In FinTech environments, where transaction volume and complexity are immense, adaptive learning enables hyper-personalization. Each user’s behavioral profile becomes a unique signal, allowing the system to detect anomalies not just based on static rules, but on deviations from that user’s norm. This helps reduce false positives while improving detection accuracy for novel fraud types.
At Visa and in my broader AI security work, I’ve applied these principles to build AI systems that analyze streaming data with millisecond latency, adjusting risk scores and model responses on the fly. This real-time adaptability enhances security while also helping with regulatory compliance and customer trust. I believe the future of fraud detection lies in systems that are not just intelligent but also self-aware, learning continuously from each interaction to stay ahead of threats.
Q3: Your role at Visa involves deep integration with open-source tools like Apache Spark, Kafka, and Iceberg. Considering the fast-evolving landscape of data engineering, how do you strike a balance between utilizing open-source innovation and maintaining enterprise-grade reliability and compliance?
Phanish Lakkarasu: Open-source tools like Apache Spark, Kafka, and Iceberg are powerful enablers of innovation. They allow rapid experimentation, scalability, and integration across complex data ecosystems. At Visa and throughout my career, I’ve embraced these tools to build real-time analytics platforms, scalable ML pipelines, and data lakehouses that support everything from fraud detection to financial forecasting.

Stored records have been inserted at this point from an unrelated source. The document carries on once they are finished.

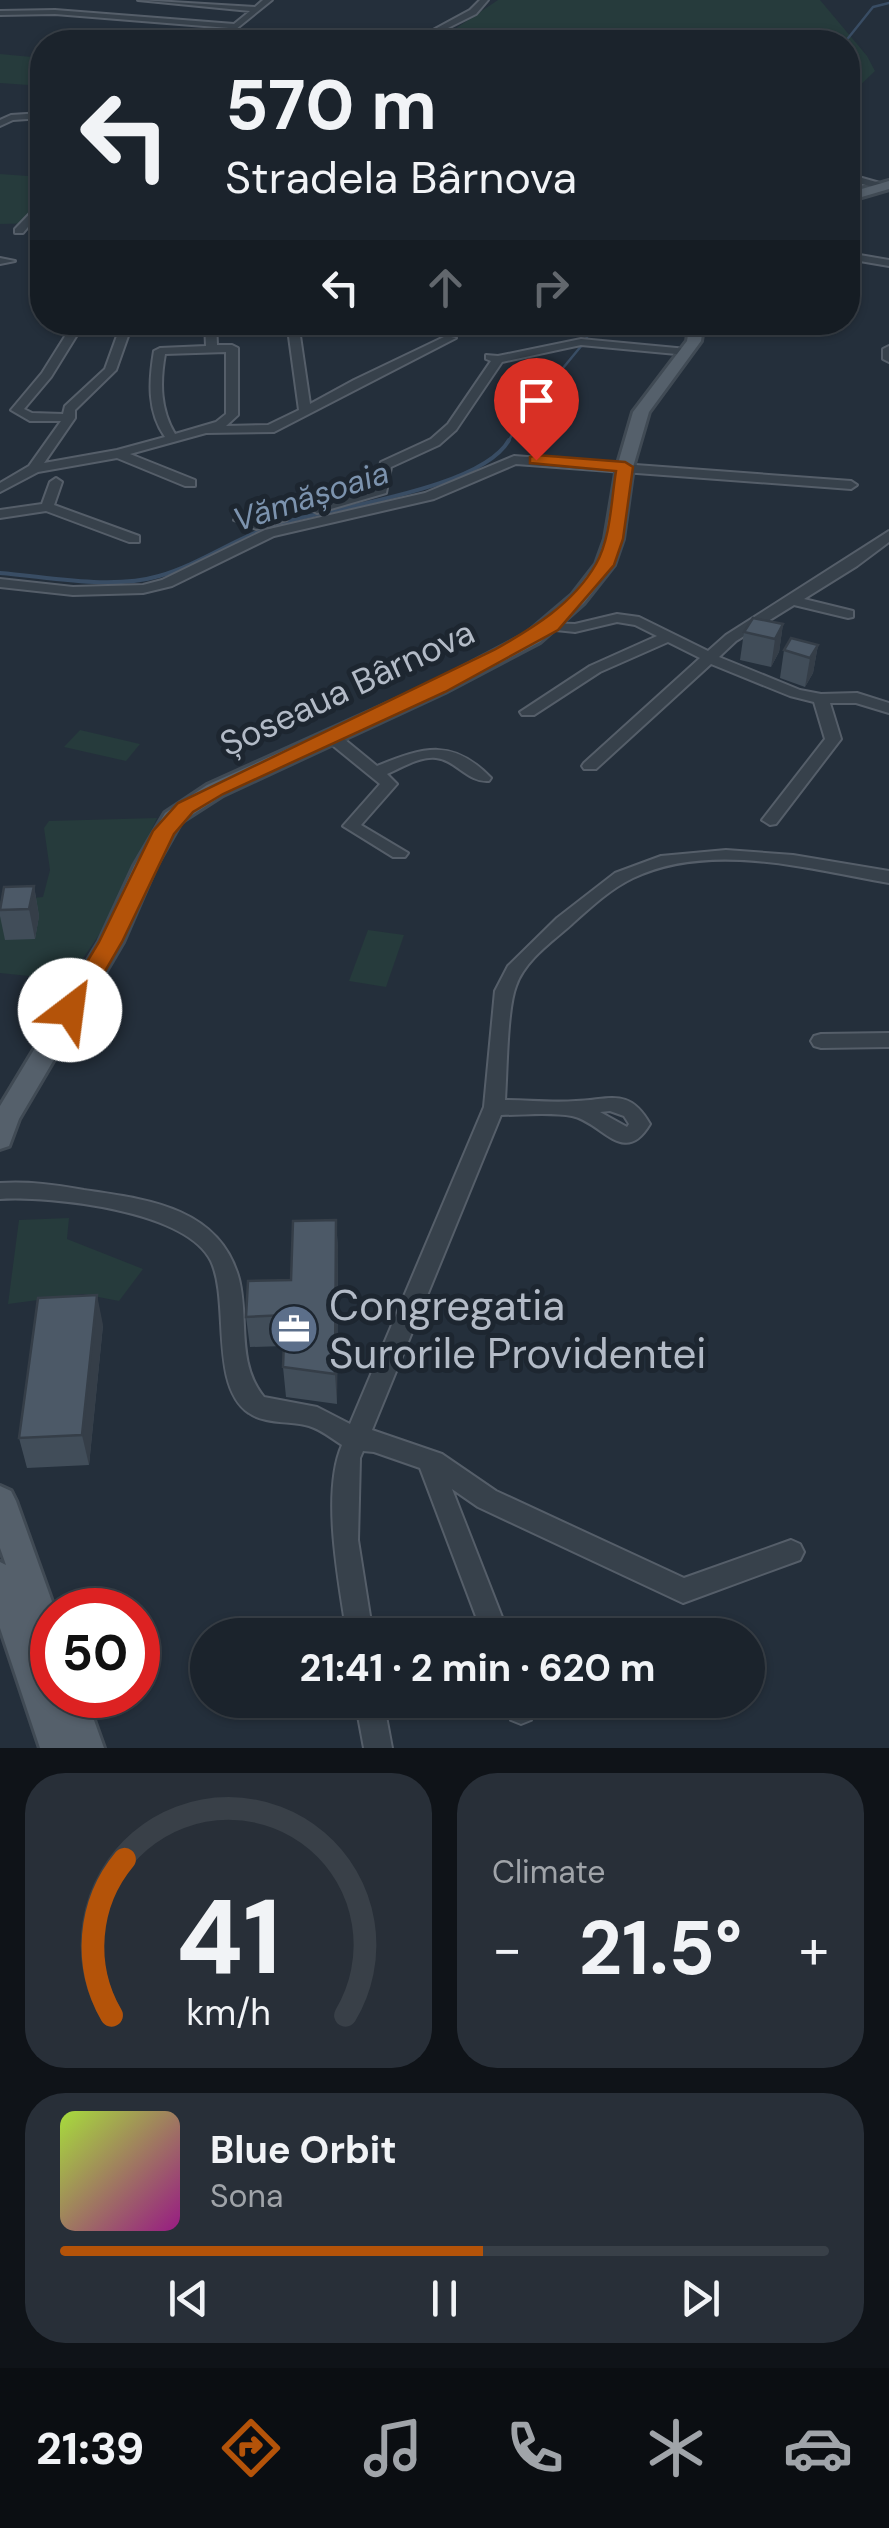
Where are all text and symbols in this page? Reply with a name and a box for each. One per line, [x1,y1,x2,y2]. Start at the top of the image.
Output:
text: 570 m [225,60,437,151]
icon: left [60,70,190,200]
text: Stradela Bârnova [225,148,577,207]
icon: left [313,260,368,315]
icon: ahead [418,260,473,315]
icon: right [523,260,578,315]
pin [494,358,579,461]
icon: arrive [509,373,564,428]
water label: Vămășoaia [228,451,394,541]
street label: Șoseaua Bârnova [212,609,482,767]
position arrow [18,958,122,1062]
place label: Congregatia Surorile Providentei [329,1278,706,1381]
office icon: Congregatia Surorile Providentei [268,1303,320,1355]
speed limit sign: 50 [30,1588,160,1718]
text: 21:41 · 2 min · 620 m [299,1643,656,1693]
text: Climate [492,1851,606,1893]
text: 41 [176,1870,281,2005]
text: 21.5° [579,1900,742,1997]
text: − [492,1913,522,1985]
text: + [799,1913,829,1985]
text: km/h [186,1990,271,2036]
text: Blue Orbit [210,2125,397,2175]
text: Sona [210,2175,283,2217]
icon: previous [161,2271,216,2326]
icon: pause [417,2271,472,2326]
icon: next [673,2271,728,2326]
icon: directions [216,2413,286,2483]
icon: music [358,2413,428,2483]
icon: phone [500,2413,570,2483]
icon: climate [641,2413,711,2483]
icon: car [783,2413,853,2483]
text: 21:39 [36,2419,144,2478]

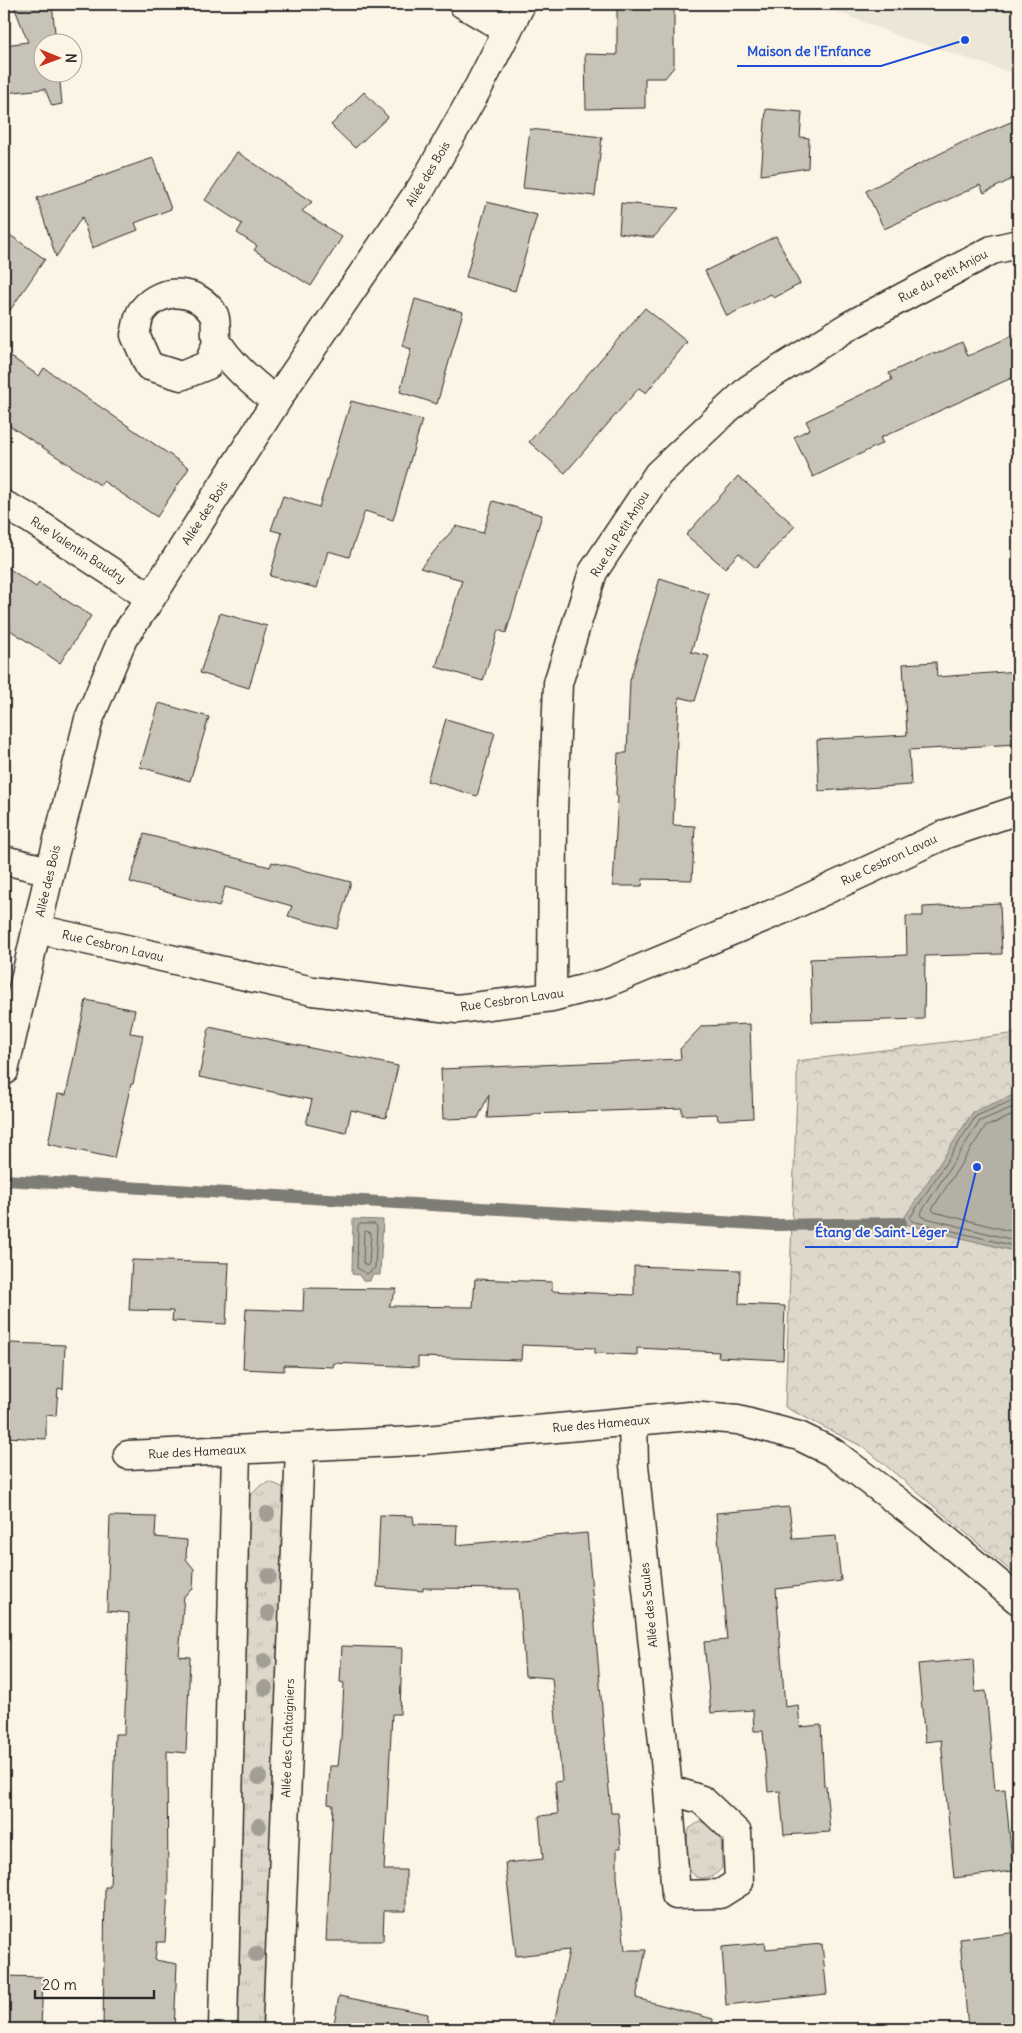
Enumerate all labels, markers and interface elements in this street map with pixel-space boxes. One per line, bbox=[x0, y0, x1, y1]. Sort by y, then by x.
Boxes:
north arrow bbox=[32, 32, 82, 82]
callout: Maison de l'Enfance bbox=[737, 37, 881, 66]
text: Maison de l'Enfance bbox=[747, 42, 871, 60]
text: N bbox=[62, 53, 80, 63]
street label: Allée des Bois bbox=[402, 138, 453, 209]
street label: Rue du Petit Anjou bbox=[896, 246, 990, 305]
street label: Allée des Bois bbox=[178, 478, 231, 548]
street label: Rue du Petit Anjou bbox=[587, 488, 652, 580]
street label: Rue Valentin Baudry bbox=[28, 513, 129, 586]
street label: Rue Cesbron Lavau bbox=[838, 831, 939, 888]
street label: Allée des Bois bbox=[32, 843, 63, 918]
street label: Rue Cesbron Lavau bbox=[61, 926, 166, 965]
street label: Rue Cesbron Lavau bbox=[459, 985, 565, 1014]
callout: Étang de Saint-Léger bbox=[805, 1218, 957, 1247]
text: Étang de Saint-Léger bbox=[815, 1223, 947, 1241]
street label: Rue des Hameaux bbox=[552, 1412, 650, 1435]
street label: Rue des Hameaux bbox=[148, 1441, 246, 1462]
street label: Allée des Saules bbox=[637, 1562, 660, 1648]
street label: Allée des Châtaigniers bbox=[278, 1678, 297, 1798]
scale bar bbox=[35, 1968, 154, 2000]
text: 20 m bbox=[42, 1975, 77, 1994]

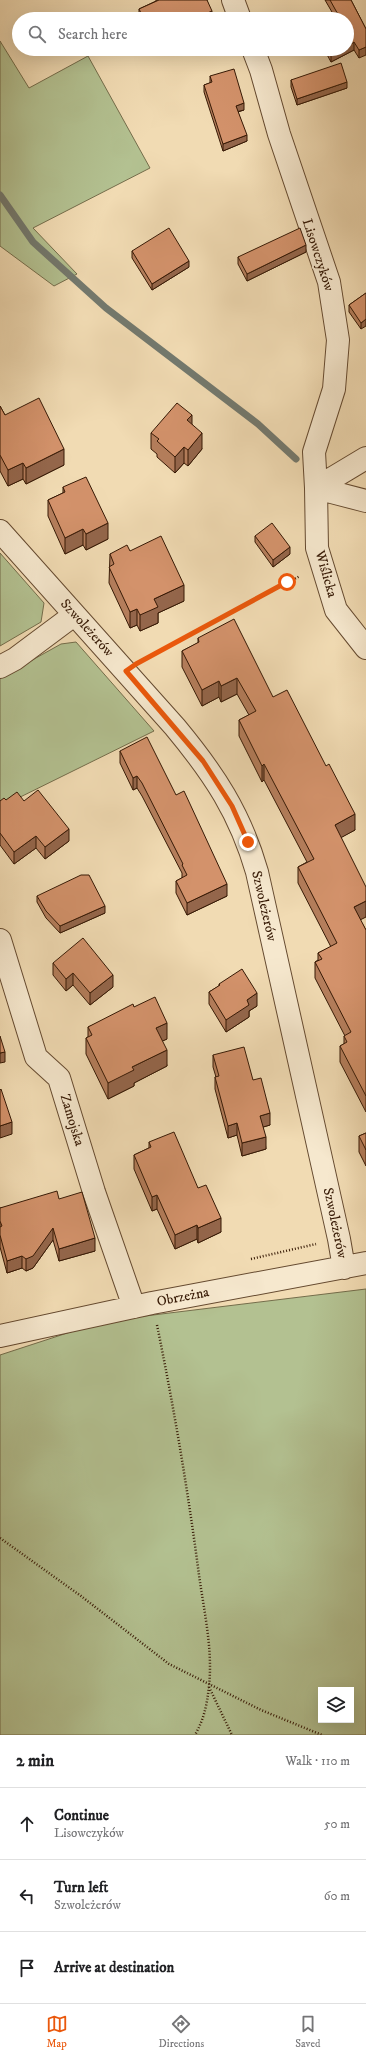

However, integrating these tools into enterprise environments requires a careful approach. First, we enforce strong DevSecOps and MLOps principles—embedding security, observability, and governance into every stage of the pipeline. This helps ensure that while we take advantage of the agility of open-source, we also maintain reliability and compliance.
Second, I often lead efforts to harden and extend open-source tools to meet enterprise requirements—whether it’s enhancing Spark for low-latency inference or using Iceberg with secure, version-controlled data snapshots. We also use cloud-native frameworks to enforce access controls, encryption, and auditing at scale.
Ultimately, the balance comes from a layered strategy: harness open innovation at the core, but surround it with enterprise-grade tooling and automation to meet compliance, scalability, and performance needs.
Q4: In your paper “Optimizing Enterprise AI Infrastructures: The Convergence of Agentic AI and Cloud-Native Security,” you highlight the potential of Agentic AI in cloud ecosystems. Could you expand on how you’re applying these principles in practice, particularly at Visa, to enhance cybersecurity and operational autonomy?
Phanish Lakkarasu: Absolutely. Agentic AI—AI systems that operate with a degree of autonomy, making proactive decisions based on predefined goals and evolving contexts, could play a significant role in cloud-native security and enterprise resilience.
At Visa and in my work with security-driven platforms like Qualys, we’re applying Agentic AI to enable real-time threat detection, dynamic risk assessment, and automated incident response. These intelligent agents monitor behavior across cloud environments, detect anomalies, and even initiate remediation workflows autonomously, reducing response time and human intervention.
For example, in our cloud infrastructure, these agents can detect a suspicious access pattern, cross-reference it with fraud signals from transaction data, and automatically initiate a lockdown or route the case for deeper ML-based investigation. Because they’re context-aware and continuously learning, these agents evolve as threats evolve, making them more effective against zero-day attacks and insider threats.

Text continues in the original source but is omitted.